„Wir treffen Jugendliche im Netz“
Bei Streetwork denkt man an den direkten Kontakt von Sozialarbeiter:in und Klient:in im öffentlichen Raum. Was ist Digital Streetwork?
Für uns ist der öffentliche Raum nicht der Bahnhofsvorplatz oder der Stadtpark, sondern Social-Media-Plattformen. Wir sind da, wo die jungen Menschen sind, wo sie ihre Freizeit verbringen und Kontakte haben. Wir sind im öffentlichen Bereich des Internets auf Plattformen wie beispielsweise Discord, Twitch, Jodel, Youtube oder Instagram unterwegs. Unsere Zielgruppe sind Jugendliche von 14 bis 27 Jahren. Wir sind ein offener Jugendtreff - nur im Netz. Das Angebot ist kostenlos. Digital Streetwork ist eine neue Form der aufsuchenden Jugendsozialarbeit, um Jugendliche in ihrer digitalen Lebenswelt zu erreichen.
Wie nehmen Sie Kontakt mit den Jugendlichen auf und treffen Sie diese auch analog?

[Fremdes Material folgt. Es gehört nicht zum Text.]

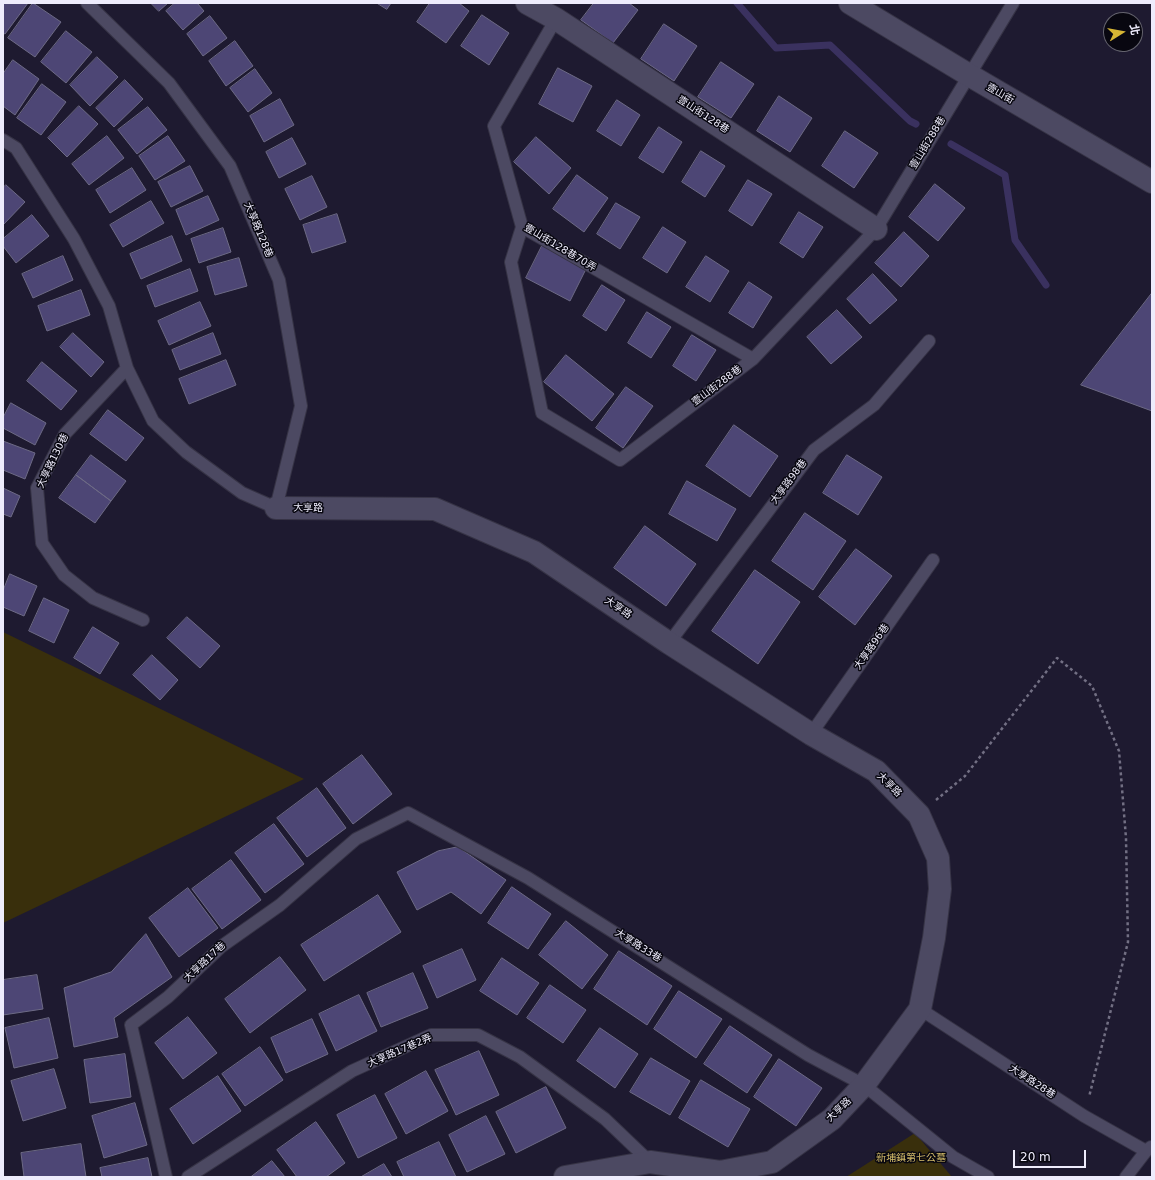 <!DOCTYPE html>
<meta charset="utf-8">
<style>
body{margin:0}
#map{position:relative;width:1155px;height:1180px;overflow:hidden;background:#1e1a30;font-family:"DejaVu Sans","Noto Sans TC",sans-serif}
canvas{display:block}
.frame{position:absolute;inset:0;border:4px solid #eeecfc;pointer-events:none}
.north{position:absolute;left:1103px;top:12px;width:40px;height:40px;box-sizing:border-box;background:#080710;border:1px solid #64636e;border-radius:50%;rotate:79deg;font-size:11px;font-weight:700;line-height:16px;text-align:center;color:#eeecfc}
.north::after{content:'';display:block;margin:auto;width:14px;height:18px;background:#d6b534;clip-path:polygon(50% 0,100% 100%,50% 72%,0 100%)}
.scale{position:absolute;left:1013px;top:1150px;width:73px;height:18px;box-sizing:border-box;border:2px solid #eeecfc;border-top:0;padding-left:5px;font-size:12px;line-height:14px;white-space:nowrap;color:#eeecfc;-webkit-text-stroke:3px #080710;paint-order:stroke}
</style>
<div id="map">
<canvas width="1155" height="1180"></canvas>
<div class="frame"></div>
<div class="north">北</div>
<div class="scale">20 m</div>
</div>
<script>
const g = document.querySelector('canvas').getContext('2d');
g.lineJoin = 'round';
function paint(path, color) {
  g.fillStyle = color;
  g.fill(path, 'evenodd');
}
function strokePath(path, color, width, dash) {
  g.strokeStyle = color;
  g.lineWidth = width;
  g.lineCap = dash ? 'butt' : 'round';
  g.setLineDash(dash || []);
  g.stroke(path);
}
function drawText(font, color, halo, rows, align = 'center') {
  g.font = font + ' "DejaVu Sans","Noto Sans TC",sans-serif';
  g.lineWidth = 3;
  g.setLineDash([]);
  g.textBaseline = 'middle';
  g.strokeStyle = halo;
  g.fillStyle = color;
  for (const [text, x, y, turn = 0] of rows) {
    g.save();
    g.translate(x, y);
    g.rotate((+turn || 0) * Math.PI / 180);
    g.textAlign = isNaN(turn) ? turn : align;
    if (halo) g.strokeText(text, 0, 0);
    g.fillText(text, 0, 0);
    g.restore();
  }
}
paint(new Path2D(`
 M3,632L304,779L3,923Z
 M915,1133L952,1177H846Z`), '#392f0c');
strokePath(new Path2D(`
 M737,3L776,48L830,45L910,121L916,124
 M951,144L1005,175L1015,240L1046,285`), '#3a315f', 7);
const building = new Path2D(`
 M3,3H28L5,34L3,33Z
 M33,3L61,22L35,57L8,38Z
 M151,3H168L159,11Z
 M175,3H197L204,11L183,30L166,11Z
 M377,3H391L387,9Z
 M430,3H459L469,11L446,43L417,22Z
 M594,3H629L638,10L613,43L581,20Z
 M482,15L509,33L489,65L461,46Z
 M210,16L227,38L203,56L187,34Z
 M664,24L697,46L674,81L641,59Z
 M66,31L92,52L66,83L41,62Z
 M235,41L253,66L226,86L209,61Z
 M97,57L118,77L90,106L70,85Z
 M13,60L39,79L15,115L3,106V74Z
 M721,62L754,84L731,118L698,97Z
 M558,68L592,86L573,122L539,104Z
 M255,69L272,93L248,112L230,88Z
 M125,80L143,99L114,127L96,108Z
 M42,84L66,102L41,135L17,118Z
 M779,96L812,118L790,152L757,131Z
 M280,99L294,125L264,142L250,116Z
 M617,100L640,115L621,146L597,131Z
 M79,106L98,124L67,157L48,138Z
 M148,107L167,130L137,154L118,130Z
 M659,127L682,142L663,173L639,158Z
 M845,131L878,153L854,188L822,166Z
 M107,136L124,158L89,185L72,164Z
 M168,136L185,161L155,180L139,156Z
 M536,137L571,168L549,194L514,162Z
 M292,138L306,164L279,178L266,152Z
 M701,151L725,166L705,197L682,182Z
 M190,166L203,191L171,207L158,182Z
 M132,168L146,190L110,213L96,190Z
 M577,175L608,198L584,232L553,209Z
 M312,176L327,207L300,220L285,189Z
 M748,180L772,194L752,226L729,211Z
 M935,184L965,208L938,241L909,217Z
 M6,185L25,202L3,225V188Z
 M208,196L219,220L186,235L176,210Z
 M151,201L164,223L123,247L110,225Z
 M616,203L640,217L620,249L597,234Z
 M799,212L823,227L803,258L780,243Z
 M337,214L346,242L312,253L303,225Z
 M32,215L49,236L16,263L3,246V239Z
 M663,227L686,242L667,273L643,258Z
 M223,228L231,252L199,263L191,239Z
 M904,232L929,256L901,287L875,263Z
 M172,236L182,261L141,279L130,254Z
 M543,244L587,267L570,301L526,278Z
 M63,256L73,280L33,298L22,274Z
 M706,256L729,271L710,302L686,287Z
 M239,258L247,286L215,295L207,267Z
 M190,269L198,291L155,307L147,286Z
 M873,274L897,300L870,324L847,299Z
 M749,282L772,297L753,328L729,313Z
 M602,285L625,300L606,331L583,316Z
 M81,290L90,315L47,331L38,306Z
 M1152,293V411L1081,385Z
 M200,302L211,326L169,345L158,321Z
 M837,310L862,337L831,364L807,337Z
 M647,312L671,327L651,358L628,343Z
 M73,333L104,362L91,377L60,347Z
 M213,333L221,354L180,370L172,350Z
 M692,335L716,350L696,381L673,366Z
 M566,355L614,394L592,421L544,382Z
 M226,360L236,385L189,404L179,379Z
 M42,362L77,391L61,410L27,381Z
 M626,387L653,406L623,448L596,428Z
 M11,403L46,423L35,445L3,428V418Z
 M108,410L144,438L126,461L90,434Z
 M734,425L778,456L750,497L706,466Z
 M3,441L35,453L25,479L3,470Z
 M91,455L126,481L111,501L76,475Z
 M847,455L882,477L858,515L823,493Z
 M76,475L111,501L95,523L59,498Z
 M687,481L736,509L717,541L669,514Z
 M3,488L20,496L11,517L3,514Z
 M805,513L846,541L813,590L772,561Z
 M645,526L696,564L666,606L614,568Z
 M856,549L892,576L855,625L819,597Z
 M755,570L800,602L758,664L712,631Z
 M10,574L37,586L24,616L3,607V591Z
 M44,598L69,610L54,643L29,631Z
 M187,617L220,646L200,668L167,638Z
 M93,627L119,643L100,674L74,658Z
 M152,655L178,680L160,700L133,675Z
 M362,755L392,794L353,824L323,784Z
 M317,788L346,828L307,857L277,818Z
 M274,824L304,864L265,893L235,853Z
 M458,847L506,880L481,914L451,892L417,910L397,872L438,851Z
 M231,860L261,900L222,929L192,889Z
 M512,887L551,914L528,949L488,923Z
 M188,888L218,928L179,957L149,918Z
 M378,895L401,932L324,981L301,945Z
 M566,921L608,955L582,989L539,955Z
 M146,934L172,977L114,1018L118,1037L74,1047L64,988L111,972Z
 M462,949L476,980L437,998L423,966Z
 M619,951L672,986L647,1025L594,989Z
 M280,957L306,990L250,1033L225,999Z
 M502,958L539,983L517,1015L480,991Z
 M413,973L428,1008L381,1027L367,993Z
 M37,975L43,1009L3,1015V980Z
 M550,985L586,1010L563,1043L527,1018Z
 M679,991L722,1019L696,1058L654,1029Z
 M359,995L377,1031L336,1051L319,1014Z
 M188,1017L217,1053L183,1079L155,1043Z
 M49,1018L58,1058L14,1068L5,1028Z
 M312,1019L328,1054L286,1073L271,1038Z
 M730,1026L772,1055L747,1093L704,1064Z
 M600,1028L638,1054L615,1088L577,1061Z
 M260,1047L283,1080L245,1106L222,1074Z
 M479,1051L499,1095L456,1115L435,1070Z
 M125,1054L131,1097L90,1103L84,1060Z
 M651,1058L690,1081L670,1115L630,1092Z
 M779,1059L822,1088L796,1126L754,1097Z
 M54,1069L66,1108L23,1121L11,1081Z
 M426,1071L448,1111L406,1134L385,1094Z
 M218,1076L241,1111L193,1144L170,1109Z
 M701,1080L750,1109L728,1147L679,1118Z
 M546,1087L566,1128L516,1153L496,1112Z
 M375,1095L397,1138L358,1158L337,1115Z
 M135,1103L147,1145L104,1158L92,1116Z
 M486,1116L505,1154L467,1172L449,1135Z
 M316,1122L345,1163L326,1177H297L277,1150Z
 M439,1142L456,1177H404L397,1162Z
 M81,1144L86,1177H24L21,1153Z
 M148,1158L152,1177H102L100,1168Z
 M272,1161L285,1177H251Z
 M384,1164L392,1177H361Z`);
paint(building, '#4d4675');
strokePath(building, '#6d6a85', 1);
const lane = new Path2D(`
 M556,19L494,126L522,227L753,359
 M3,140L16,148L74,239L109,306L127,368L153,421L186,452L242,493L276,508L301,406L279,280L230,166L169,83L87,3
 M522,227L511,262L542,413L620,460L753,359L876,229L1013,3
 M127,368L65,434L37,488L42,543L64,575L93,598L143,620
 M669,643L814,450L874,405L929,341
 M811,734L933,560
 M920,1009L1084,1116L1146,1151
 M166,1177L131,1025L168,997L222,946L280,905L356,839L408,813L528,878L808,1055L864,1085L953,1157L988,1177
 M188,1177L352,1071L431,1035H478L520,1057L605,1119L650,1162
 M1126,1177L1146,1151L1151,1147`);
const street = new Path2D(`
 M527,3L556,19L876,229
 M850,3L969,75L1152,182
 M276,508L435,509L534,552L669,643L811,734L876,771L919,815L938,858L940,889L934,938L920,1009L864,1085L832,1119L772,1162L720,1172L650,1162L565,1177`);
strokePath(lane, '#363345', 14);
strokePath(street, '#363345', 24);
strokePath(new Path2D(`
 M936,800L965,776L1057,658L1092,686L1119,751L1126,838L1128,942L1089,1097`), '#726f83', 2.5, [3, 3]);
strokePath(lane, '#4c4962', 12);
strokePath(street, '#4c4962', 22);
drawText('10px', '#eeecfc', '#080710', [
 ["壹山街",1000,94,30],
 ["壹山街128巷",703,115,33],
 ["壹山街288巷",928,143,-59],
 ["大享路128巷",258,230,67],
 ["壹山街128巷70弄",560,248,31],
 ["壹山街288巷",717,386,-37],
 ["大享路130巷",53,461,-64],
 ["大享路98巷",789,482,-53],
 ["大享路",308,508],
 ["大享路",618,608,34],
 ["大享路96巷",872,647,-55],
 ["大享路",889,785,45],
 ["大享路33巷",638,946,32],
 ["大享路17巷",205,962,-43],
 ["大享路17巷2弄",400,1051,-23],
 ["大享路28巷",1032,1082,33],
 ["大享路",839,1110,-44]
]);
drawText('10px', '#d8bf6b', '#080710', [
 ["新埔鎮第七公墓",911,1158]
]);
</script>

Wir sind aufsuchend tätig und machen auf den verschiedenen Kanälen auf unser Beratungsangebot aufmerksam. Wir schreiben zu Themen, die junge Menschen beschäftigen. Wir bieten Workshops und Spieleabende an. Freizeitgestaltung darf ja Spaß machen. Gaming ist ein guter Türöffner wie der Billardtisch im Jugendzentrum. Wenn ich dann lese, dass ein Jugendlicher im Chat schreibt: "Mir geht es nicht gut, ich habe das ganze Wochenende nur gezockt, ich habe keine Freunde", dann schreiben wir den an und fragen: "Hallo, hier sind wir, wir können dir helfen." Dann kann er antworten oder auch nicht. Unser Angebot muss freiwillig vom Gegenüber angenommen werden. Wir arbeiten in der Regel digital bis auf wenige Ausnahmen.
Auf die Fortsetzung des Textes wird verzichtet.